Work item: Exactly the lines from the start of the data through the line containing "2px #6a646a) drop-shadow(0" should be output, with both ends kept and nothing added.

....................

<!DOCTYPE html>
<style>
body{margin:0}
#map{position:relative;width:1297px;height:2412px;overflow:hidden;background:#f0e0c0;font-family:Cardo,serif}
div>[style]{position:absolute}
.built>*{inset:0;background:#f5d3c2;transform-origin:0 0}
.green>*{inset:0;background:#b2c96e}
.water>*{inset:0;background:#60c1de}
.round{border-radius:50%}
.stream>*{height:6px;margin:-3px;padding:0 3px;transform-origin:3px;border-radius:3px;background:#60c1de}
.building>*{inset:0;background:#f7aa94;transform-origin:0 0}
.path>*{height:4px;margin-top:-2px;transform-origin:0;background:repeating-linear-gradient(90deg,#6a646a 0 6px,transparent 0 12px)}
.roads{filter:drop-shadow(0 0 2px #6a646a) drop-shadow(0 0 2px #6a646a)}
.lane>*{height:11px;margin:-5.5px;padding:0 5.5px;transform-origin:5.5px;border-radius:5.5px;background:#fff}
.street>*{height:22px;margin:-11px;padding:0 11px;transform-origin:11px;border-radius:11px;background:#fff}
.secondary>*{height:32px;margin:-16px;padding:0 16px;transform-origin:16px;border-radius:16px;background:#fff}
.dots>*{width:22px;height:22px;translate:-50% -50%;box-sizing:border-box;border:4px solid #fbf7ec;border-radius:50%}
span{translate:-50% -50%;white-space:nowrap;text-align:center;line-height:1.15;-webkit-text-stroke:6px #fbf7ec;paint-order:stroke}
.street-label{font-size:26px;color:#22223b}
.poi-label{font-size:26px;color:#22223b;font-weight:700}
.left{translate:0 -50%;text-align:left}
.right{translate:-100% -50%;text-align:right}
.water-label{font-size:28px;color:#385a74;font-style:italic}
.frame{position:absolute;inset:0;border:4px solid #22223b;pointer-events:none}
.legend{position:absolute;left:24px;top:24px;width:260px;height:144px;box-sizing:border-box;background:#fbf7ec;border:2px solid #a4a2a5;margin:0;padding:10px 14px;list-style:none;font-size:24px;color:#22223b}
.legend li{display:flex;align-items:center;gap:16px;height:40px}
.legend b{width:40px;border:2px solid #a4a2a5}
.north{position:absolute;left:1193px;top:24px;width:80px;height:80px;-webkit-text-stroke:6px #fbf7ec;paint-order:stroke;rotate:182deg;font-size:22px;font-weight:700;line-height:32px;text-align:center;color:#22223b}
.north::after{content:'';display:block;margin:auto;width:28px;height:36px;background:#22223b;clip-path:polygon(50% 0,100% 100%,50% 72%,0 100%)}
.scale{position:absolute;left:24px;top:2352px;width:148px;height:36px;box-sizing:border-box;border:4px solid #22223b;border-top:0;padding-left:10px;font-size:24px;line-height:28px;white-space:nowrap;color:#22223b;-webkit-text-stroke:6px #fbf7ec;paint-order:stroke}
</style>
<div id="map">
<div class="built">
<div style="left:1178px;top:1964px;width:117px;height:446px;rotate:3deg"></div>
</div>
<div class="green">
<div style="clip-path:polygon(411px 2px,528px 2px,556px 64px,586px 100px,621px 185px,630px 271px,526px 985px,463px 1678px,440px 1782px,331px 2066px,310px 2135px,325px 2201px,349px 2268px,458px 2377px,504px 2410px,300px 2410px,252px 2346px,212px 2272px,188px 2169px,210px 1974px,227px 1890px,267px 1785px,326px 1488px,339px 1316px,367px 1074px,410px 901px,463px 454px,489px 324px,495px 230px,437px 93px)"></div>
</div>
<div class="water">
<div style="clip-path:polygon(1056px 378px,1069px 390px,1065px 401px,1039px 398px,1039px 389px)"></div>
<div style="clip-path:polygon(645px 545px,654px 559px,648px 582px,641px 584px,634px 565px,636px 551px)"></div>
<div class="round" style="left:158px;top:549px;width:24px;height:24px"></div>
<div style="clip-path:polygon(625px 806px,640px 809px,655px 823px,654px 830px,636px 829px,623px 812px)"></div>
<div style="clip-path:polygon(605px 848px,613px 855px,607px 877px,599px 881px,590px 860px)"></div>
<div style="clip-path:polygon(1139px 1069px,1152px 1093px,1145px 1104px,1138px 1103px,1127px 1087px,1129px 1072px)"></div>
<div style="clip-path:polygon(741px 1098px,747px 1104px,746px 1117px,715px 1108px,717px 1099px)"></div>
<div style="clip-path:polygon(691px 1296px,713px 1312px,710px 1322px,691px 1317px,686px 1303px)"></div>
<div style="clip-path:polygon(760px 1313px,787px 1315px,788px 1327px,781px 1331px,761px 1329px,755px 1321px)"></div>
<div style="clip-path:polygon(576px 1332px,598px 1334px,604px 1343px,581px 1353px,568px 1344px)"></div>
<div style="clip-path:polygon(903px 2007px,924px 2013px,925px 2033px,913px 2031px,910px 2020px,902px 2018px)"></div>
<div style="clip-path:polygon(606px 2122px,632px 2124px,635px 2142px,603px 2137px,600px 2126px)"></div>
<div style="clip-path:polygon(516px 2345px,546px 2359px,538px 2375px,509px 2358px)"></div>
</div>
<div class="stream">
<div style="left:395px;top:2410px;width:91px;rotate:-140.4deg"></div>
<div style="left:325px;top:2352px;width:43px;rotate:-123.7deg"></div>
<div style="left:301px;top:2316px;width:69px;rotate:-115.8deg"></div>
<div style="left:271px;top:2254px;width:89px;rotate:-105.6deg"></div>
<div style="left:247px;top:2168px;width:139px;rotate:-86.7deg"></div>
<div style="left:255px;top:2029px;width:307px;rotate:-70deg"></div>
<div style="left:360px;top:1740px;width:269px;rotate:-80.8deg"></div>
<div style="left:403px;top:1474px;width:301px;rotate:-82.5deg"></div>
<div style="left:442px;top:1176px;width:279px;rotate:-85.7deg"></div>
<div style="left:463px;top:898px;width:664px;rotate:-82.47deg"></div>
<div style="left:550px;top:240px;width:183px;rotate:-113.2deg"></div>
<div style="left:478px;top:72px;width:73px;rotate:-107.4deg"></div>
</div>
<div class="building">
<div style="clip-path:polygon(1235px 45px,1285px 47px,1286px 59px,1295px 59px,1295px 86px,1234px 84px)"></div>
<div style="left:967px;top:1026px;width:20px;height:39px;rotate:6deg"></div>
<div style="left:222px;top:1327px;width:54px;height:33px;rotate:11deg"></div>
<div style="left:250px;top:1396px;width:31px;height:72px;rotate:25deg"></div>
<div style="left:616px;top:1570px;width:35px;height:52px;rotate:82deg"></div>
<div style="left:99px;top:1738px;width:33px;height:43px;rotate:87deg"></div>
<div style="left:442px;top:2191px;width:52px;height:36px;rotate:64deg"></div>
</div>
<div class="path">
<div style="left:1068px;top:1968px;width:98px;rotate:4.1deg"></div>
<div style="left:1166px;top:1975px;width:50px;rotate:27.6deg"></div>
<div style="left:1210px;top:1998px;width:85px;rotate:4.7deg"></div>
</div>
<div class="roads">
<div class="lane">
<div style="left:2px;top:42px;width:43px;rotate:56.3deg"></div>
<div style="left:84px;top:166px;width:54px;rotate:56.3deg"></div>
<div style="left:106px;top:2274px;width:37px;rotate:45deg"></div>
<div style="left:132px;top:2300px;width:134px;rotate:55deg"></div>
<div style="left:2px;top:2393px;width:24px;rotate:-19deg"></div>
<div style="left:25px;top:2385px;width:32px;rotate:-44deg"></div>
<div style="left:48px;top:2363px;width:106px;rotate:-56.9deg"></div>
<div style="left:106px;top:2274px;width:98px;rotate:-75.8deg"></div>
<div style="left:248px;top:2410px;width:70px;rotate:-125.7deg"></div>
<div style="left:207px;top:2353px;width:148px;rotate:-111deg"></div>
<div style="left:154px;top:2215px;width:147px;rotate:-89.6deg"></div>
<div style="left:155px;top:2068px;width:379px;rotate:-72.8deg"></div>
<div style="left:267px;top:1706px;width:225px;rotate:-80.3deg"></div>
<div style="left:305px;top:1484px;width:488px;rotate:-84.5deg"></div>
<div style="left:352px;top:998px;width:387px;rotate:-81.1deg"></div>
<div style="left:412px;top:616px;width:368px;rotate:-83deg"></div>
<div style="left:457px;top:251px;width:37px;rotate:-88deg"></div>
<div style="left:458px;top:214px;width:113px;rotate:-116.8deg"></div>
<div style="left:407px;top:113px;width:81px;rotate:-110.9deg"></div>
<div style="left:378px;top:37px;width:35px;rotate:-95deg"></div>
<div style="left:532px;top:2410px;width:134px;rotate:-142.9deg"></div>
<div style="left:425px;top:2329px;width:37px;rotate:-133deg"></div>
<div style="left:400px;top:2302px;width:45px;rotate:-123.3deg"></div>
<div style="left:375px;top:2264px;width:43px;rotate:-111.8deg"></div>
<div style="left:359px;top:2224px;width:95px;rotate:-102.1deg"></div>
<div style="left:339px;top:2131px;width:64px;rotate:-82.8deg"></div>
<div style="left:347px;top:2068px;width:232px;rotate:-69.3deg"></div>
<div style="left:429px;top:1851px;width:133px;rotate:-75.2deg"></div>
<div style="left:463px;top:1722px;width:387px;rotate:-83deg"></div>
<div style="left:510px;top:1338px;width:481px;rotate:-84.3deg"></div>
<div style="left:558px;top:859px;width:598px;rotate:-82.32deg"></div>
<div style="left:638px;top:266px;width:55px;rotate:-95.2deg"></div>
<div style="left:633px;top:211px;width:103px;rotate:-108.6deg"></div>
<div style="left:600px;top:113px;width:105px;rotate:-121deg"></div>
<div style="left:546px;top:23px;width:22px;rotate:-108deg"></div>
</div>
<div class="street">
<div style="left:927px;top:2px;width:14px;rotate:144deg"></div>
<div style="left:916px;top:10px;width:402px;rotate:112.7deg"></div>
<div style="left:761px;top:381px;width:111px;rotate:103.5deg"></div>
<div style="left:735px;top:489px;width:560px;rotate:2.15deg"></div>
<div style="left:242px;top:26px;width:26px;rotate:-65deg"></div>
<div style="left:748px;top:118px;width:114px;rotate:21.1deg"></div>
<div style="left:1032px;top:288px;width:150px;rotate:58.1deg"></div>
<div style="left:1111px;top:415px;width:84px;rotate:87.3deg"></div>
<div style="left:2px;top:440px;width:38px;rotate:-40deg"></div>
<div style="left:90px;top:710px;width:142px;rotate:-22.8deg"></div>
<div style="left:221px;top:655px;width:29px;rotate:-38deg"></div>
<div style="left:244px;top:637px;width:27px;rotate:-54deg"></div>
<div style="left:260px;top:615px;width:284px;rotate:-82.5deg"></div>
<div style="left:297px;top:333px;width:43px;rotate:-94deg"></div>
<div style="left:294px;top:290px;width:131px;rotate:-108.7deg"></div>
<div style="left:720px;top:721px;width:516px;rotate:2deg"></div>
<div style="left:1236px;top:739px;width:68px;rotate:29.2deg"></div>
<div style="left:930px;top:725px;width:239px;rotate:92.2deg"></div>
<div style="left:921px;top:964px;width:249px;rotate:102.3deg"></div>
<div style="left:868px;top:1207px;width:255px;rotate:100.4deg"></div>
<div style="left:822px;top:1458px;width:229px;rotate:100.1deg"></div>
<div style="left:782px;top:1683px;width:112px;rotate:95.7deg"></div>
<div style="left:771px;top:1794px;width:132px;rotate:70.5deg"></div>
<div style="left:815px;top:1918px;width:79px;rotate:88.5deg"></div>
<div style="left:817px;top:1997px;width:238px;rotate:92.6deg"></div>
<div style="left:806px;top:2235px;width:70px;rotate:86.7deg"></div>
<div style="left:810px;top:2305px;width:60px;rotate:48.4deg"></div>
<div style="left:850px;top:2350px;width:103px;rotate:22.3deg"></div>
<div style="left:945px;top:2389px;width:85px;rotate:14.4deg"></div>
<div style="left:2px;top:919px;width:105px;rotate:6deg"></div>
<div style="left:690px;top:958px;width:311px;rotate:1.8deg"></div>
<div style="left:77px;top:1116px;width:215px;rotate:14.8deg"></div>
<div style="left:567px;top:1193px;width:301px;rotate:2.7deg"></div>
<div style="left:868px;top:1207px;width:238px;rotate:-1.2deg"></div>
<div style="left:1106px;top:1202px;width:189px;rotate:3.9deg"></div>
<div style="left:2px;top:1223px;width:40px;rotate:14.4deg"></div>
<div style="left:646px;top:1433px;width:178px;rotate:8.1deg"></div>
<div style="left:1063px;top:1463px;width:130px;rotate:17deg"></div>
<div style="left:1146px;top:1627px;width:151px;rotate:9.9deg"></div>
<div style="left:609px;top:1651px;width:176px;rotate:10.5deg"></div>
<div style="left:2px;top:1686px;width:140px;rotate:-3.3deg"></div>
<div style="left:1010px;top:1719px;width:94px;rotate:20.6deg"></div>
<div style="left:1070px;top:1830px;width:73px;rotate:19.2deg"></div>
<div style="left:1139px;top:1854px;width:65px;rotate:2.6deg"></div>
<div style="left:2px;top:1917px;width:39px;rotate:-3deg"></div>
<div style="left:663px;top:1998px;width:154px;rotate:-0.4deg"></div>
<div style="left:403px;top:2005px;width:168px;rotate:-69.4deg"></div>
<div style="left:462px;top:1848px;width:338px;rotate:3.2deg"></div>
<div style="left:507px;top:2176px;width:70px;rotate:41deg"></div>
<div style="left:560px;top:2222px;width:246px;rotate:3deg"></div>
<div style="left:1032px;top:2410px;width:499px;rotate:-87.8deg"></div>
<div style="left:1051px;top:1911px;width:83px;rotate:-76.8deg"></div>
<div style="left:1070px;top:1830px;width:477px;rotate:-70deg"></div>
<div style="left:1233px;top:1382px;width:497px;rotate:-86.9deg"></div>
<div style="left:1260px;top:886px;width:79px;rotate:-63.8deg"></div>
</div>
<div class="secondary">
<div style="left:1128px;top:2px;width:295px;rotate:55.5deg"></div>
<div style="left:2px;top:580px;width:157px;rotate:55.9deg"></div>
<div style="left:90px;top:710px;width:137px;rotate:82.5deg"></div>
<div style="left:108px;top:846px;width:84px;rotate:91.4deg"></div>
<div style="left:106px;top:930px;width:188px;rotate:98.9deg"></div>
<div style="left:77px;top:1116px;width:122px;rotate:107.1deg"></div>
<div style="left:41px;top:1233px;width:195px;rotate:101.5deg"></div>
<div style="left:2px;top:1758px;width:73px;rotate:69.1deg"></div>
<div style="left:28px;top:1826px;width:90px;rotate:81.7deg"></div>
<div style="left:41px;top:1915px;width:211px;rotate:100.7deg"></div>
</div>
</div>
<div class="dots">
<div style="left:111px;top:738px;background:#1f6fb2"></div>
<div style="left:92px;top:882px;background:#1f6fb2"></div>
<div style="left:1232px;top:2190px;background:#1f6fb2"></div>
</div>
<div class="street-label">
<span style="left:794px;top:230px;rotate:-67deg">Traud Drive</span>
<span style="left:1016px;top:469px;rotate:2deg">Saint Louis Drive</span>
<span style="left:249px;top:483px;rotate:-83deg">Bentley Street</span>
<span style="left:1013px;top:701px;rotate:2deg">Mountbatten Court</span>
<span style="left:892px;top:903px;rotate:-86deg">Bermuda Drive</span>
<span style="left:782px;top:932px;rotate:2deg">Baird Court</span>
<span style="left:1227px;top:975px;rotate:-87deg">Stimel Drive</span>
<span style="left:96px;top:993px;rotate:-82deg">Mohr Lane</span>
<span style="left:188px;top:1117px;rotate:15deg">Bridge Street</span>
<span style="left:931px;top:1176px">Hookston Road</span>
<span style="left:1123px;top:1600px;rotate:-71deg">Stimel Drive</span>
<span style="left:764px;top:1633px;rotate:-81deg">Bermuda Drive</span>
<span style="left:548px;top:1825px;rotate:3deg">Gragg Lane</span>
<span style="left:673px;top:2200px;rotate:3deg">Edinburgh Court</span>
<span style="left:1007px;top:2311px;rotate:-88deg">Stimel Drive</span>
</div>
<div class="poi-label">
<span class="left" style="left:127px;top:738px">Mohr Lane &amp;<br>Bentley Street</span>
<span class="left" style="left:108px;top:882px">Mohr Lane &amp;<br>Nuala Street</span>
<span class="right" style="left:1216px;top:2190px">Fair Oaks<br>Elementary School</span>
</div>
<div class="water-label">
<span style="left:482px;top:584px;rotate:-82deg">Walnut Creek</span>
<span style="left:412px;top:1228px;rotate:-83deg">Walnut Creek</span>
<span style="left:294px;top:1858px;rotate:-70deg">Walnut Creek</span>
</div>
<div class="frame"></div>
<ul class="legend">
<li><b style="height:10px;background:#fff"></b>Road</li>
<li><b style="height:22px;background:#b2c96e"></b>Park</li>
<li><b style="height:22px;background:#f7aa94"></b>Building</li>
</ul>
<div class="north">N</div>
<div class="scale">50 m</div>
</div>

....................

Answer section:
<!DOCTYPE html>
<style>
body{margin:0}
#map{position:relative;width:1297px;height:2412px;overflow:hidden;background:#f0e0c0;font-family:Cardo,serif}
div>[style]{position:absolute}
.built>*{inset:0;background:#f5d3c2;transform-origin:0 0}
.green>*{inset:0;background:#b2c96e}
.water>*{inset:0;background:#60c1de}
.round{border-radius:50%}
.stream>*{height:6px;margin:-3px;padding:0 3px;transform-origin:3px;border-radius:3px;background:#60c1de}
.building>*{inset:0;background:#f7aa94;transform-origin:0 0}
.path>*{height:4px;margin-top:-2px;transform-origin:0;background:repeating-linear-gradient(90deg,#6a646a 0 6px,transparent 0 12px)}
.roads{filter:drop-shadow(0 0 2px #6a646a) drop-shadow(0 0 2px #6a646a)}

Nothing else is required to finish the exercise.